(Saved data entries)
● ● ● ●

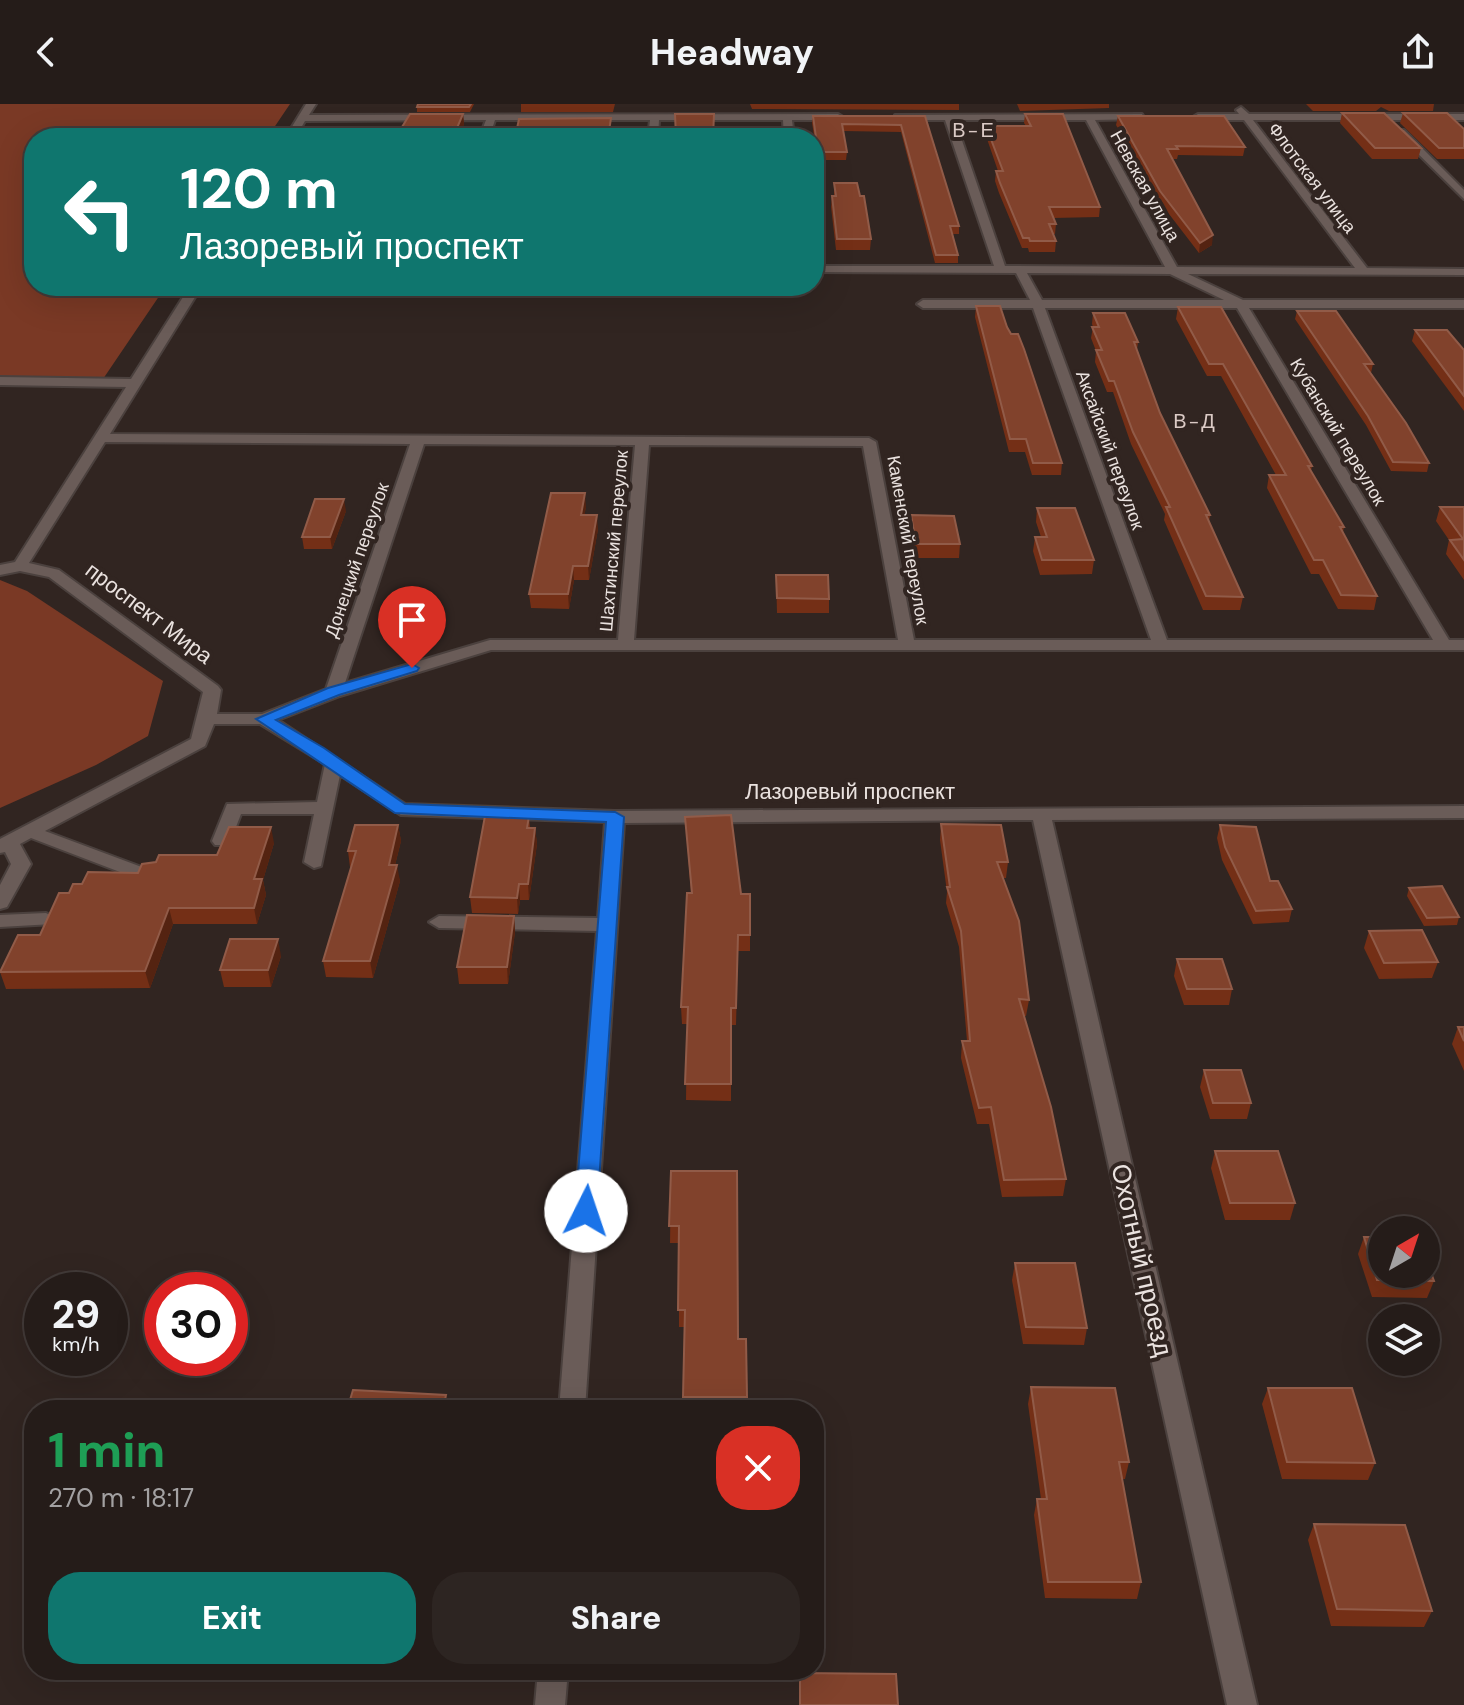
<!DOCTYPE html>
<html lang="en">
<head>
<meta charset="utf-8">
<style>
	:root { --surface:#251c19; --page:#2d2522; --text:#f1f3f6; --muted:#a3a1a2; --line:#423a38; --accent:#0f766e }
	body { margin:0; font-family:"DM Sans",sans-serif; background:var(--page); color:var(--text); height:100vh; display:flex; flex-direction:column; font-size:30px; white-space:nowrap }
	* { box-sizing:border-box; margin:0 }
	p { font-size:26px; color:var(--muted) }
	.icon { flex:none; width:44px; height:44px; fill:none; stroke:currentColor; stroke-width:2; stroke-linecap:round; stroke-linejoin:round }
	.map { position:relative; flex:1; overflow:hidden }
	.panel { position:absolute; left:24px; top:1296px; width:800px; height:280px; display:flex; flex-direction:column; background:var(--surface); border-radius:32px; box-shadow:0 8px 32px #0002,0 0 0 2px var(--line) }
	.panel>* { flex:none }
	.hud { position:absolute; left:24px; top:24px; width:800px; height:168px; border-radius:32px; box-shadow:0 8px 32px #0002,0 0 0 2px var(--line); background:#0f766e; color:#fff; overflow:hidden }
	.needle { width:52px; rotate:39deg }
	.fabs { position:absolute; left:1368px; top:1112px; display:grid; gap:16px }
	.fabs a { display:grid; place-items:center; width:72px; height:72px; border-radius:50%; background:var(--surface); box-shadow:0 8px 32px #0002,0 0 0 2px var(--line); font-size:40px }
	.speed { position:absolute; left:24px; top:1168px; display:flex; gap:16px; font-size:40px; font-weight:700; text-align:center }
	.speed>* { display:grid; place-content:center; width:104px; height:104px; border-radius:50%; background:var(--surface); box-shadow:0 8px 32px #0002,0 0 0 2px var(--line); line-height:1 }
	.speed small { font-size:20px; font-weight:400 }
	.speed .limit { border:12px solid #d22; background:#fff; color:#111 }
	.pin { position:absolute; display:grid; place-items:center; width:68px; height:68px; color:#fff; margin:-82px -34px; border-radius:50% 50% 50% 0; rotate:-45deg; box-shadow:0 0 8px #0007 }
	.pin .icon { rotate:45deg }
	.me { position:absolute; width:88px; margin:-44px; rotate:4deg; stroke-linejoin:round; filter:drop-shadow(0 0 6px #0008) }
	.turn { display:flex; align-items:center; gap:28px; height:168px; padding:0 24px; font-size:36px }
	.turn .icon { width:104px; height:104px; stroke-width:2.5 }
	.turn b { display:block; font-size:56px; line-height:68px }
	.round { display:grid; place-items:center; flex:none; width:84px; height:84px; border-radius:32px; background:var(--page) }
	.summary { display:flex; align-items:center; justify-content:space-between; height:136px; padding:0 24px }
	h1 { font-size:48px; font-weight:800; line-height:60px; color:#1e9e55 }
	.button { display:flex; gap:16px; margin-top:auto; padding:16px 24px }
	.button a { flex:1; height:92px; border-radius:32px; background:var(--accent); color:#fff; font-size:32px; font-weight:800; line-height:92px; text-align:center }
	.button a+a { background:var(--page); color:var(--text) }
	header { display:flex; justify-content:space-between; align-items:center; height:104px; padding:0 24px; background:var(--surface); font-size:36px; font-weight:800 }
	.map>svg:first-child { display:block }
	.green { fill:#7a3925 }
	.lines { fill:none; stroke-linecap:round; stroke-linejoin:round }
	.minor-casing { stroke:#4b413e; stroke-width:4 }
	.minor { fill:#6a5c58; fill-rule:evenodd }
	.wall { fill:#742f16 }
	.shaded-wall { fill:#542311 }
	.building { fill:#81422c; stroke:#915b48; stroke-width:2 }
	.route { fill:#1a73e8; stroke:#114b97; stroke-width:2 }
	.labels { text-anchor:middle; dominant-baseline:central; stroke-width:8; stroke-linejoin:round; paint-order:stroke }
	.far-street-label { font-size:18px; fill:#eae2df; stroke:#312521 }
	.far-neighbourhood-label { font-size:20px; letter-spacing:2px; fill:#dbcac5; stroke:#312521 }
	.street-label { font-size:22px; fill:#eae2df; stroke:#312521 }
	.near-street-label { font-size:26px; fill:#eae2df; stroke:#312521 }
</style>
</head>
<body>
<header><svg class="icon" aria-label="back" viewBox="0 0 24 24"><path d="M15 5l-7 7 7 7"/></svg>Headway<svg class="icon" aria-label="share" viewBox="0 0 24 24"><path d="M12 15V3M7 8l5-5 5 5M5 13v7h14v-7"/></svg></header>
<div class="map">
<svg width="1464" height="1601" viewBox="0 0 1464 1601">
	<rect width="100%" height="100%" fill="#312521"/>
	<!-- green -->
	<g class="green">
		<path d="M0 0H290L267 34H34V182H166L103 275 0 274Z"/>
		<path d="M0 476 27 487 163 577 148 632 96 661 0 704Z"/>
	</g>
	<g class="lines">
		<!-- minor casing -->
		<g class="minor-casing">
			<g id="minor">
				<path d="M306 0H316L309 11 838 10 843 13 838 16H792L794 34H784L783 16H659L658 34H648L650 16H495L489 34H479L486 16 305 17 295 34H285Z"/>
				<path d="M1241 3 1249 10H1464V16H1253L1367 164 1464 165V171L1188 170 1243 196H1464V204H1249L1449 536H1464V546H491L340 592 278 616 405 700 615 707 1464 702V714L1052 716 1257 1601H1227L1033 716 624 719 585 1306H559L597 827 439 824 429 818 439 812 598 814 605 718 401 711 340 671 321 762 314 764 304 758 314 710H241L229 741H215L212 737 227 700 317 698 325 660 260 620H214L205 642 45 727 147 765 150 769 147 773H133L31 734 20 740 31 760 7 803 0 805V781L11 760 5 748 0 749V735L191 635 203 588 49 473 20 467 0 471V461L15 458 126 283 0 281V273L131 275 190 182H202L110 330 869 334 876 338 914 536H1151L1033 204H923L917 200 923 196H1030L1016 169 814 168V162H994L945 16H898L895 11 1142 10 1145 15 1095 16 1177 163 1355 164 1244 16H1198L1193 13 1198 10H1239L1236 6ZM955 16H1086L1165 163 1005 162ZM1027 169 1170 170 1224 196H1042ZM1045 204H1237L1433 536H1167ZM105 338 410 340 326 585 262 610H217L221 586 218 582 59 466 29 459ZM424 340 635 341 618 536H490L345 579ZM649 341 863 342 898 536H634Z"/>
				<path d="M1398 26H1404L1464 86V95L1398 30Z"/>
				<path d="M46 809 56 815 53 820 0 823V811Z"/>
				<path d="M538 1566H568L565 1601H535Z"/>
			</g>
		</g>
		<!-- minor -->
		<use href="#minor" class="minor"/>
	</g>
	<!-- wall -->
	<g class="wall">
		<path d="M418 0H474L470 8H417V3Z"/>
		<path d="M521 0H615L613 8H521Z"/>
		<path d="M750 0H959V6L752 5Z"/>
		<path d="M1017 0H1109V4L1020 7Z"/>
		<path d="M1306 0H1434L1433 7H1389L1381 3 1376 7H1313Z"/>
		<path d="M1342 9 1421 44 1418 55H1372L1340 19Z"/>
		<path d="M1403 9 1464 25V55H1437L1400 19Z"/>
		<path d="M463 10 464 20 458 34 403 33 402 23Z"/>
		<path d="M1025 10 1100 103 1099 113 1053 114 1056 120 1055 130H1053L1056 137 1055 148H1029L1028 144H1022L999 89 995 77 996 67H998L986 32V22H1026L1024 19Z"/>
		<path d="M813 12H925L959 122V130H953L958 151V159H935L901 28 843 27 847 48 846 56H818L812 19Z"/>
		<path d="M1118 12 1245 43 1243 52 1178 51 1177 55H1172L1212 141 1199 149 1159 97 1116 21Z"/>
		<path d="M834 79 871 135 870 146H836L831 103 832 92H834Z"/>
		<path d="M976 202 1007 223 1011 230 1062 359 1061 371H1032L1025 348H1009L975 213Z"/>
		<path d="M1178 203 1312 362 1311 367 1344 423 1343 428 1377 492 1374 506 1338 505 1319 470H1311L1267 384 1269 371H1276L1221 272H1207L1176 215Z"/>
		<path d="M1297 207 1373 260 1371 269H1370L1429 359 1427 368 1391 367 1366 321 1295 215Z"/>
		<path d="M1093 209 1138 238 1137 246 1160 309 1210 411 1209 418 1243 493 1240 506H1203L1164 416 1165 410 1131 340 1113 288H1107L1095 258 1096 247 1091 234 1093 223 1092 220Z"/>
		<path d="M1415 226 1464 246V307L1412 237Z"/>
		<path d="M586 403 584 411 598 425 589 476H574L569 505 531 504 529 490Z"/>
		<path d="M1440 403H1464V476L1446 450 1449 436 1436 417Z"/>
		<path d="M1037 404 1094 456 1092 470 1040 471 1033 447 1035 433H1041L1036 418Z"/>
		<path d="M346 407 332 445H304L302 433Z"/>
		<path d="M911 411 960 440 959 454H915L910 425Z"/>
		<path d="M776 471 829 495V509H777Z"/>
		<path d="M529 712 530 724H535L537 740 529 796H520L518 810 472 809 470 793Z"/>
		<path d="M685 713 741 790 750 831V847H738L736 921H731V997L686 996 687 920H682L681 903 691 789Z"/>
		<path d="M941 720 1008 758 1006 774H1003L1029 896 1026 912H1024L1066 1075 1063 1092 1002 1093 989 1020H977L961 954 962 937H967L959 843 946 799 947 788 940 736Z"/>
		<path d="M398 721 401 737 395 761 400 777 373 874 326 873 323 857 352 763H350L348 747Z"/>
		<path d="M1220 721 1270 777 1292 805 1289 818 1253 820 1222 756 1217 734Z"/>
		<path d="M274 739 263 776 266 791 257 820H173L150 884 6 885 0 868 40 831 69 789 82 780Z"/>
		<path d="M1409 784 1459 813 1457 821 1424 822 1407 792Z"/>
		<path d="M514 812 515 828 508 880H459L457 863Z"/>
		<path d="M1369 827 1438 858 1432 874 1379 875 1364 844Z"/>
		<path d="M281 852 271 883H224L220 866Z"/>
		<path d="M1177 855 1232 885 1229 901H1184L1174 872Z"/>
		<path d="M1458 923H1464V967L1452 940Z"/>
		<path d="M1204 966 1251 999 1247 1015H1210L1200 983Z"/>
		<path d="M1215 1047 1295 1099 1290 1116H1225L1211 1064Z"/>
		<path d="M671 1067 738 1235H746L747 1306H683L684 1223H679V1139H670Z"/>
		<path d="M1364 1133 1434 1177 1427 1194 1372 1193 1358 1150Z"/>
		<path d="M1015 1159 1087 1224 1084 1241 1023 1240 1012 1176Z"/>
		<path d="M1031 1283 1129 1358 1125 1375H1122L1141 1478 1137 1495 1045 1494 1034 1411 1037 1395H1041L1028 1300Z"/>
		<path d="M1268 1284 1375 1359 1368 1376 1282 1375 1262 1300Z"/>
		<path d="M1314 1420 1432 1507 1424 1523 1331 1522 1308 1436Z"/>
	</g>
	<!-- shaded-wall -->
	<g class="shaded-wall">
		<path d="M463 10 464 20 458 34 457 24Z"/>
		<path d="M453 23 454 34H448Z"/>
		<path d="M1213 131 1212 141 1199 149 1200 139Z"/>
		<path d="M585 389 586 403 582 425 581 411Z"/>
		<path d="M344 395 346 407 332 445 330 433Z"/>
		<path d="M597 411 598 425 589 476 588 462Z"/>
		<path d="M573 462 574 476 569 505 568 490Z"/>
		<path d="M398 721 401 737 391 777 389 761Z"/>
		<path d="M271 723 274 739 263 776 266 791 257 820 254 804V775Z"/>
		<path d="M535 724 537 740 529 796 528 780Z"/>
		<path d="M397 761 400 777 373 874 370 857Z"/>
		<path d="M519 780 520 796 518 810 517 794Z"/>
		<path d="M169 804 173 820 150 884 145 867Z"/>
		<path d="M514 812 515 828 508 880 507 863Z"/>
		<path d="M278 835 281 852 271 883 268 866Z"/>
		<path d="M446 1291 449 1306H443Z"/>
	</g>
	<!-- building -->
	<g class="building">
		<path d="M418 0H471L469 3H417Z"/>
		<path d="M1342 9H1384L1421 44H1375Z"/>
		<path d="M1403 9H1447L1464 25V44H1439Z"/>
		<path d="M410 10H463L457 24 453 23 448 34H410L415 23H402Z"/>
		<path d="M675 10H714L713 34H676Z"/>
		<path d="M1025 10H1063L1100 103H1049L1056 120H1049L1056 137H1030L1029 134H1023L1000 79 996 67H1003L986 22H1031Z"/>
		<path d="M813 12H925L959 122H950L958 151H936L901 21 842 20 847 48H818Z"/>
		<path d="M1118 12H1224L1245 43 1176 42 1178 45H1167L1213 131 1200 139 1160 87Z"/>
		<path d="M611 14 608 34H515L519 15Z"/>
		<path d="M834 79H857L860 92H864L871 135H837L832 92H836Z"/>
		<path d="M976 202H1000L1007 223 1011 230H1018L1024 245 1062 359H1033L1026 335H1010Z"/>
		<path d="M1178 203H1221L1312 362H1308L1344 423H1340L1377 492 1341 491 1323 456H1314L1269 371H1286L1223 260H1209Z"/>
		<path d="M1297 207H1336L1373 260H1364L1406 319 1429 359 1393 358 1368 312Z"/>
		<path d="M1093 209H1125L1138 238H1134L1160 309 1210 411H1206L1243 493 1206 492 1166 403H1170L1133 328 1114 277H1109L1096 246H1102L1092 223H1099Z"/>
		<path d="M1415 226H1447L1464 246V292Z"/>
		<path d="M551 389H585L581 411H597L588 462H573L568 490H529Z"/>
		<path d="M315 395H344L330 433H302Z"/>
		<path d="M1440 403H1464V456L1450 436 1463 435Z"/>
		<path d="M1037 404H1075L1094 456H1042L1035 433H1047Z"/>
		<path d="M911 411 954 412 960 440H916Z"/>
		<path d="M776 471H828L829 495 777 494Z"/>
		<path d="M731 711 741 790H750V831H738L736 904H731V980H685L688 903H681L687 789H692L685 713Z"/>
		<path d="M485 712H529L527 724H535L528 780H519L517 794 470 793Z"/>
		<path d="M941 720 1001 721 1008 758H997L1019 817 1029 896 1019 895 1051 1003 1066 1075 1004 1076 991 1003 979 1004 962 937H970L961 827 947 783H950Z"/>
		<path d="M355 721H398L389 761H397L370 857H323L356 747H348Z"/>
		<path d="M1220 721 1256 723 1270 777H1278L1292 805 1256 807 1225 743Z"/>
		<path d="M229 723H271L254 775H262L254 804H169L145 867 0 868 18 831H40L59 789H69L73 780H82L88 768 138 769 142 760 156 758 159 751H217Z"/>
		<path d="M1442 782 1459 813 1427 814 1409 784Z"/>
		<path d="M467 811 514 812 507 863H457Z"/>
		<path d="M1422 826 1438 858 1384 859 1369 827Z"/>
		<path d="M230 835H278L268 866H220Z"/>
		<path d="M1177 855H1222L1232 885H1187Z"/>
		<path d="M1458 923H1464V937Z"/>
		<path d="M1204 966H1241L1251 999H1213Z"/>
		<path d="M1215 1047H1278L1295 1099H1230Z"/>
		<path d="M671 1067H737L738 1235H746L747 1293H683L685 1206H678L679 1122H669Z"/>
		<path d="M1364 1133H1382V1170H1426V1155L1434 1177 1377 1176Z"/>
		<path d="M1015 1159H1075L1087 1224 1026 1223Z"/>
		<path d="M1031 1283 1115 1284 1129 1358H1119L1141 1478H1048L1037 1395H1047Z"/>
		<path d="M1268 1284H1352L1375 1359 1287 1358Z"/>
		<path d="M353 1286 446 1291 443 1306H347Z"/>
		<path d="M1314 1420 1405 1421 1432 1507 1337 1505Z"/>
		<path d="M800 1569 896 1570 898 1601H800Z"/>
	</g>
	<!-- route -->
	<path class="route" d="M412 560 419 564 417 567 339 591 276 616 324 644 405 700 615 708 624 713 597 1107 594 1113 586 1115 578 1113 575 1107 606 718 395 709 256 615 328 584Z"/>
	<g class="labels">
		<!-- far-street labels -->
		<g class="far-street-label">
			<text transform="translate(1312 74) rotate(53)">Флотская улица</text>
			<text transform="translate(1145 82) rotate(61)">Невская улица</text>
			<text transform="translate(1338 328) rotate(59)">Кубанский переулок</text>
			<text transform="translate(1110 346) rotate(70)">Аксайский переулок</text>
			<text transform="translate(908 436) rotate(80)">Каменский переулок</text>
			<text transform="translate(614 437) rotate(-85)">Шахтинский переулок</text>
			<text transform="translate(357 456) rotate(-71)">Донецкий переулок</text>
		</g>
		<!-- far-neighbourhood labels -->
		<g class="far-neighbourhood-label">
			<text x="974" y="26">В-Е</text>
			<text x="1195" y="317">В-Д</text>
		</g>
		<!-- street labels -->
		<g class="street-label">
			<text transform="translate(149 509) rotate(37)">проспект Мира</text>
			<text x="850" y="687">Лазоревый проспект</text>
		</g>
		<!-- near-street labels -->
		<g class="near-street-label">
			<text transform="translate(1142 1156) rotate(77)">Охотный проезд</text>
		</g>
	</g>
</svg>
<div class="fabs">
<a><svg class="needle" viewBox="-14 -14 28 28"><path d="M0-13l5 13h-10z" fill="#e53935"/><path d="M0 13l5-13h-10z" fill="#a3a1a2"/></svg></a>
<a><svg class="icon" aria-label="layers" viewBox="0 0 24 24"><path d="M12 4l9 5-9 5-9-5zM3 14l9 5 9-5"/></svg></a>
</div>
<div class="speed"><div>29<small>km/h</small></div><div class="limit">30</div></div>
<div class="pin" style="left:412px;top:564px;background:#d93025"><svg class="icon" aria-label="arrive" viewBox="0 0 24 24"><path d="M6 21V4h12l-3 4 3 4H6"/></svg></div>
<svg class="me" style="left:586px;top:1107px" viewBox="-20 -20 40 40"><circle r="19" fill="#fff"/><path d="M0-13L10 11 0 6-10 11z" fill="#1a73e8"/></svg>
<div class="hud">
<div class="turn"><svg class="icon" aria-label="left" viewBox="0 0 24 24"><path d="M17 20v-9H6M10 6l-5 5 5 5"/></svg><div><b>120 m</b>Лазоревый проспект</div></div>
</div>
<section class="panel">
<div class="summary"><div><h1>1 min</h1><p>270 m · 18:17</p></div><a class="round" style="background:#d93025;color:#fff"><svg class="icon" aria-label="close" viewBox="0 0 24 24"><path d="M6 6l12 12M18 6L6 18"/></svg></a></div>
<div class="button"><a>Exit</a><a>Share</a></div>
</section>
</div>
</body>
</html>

● ● ● ●

WHAT YOU NEED TO DO:
Copy only the part of the records that runs from the first line to the line with "position:absolute; left:24px; top:1296px;", ends included, leaving pictures out.

EXERCISE ANSWER:
<!DOCTYPE html>
<html lang="en">
<head>
<meta charset="utf-8">
<style>
	:root { --surface:#251c19; --page:#2d2522; --text:#f1f3f6; --muted:#a3a1a2; --line:#423a38; --accent:#0f766e }
	body { margin:0; font-family:"DM Sans",sans-serif; background:var(--page); color:var(--text); height:100vh; display:flex; flex-direction:column; font-size:30px; white-space:nowrap }
	* { box-sizing:border-box; margin:0 }
	p { font-size:26px; color:var(--muted) }
	.icon { flex:none; width:44px; height:44px; fill:none; stroke:currentColor; stroke-width:2; stroke-linecap:round; stroke-linejoin:round }
	.map { position:relative; flex:1; overflow:hidden }
	.panel { position:absolute; left:24px; top:1296px; width:800px; height:280px; display:flex; flex-direction:column; background:var(--surface); border-radius:32px; box-shadow:0 8px 32px #0002,0 0 0 2px var(--line) }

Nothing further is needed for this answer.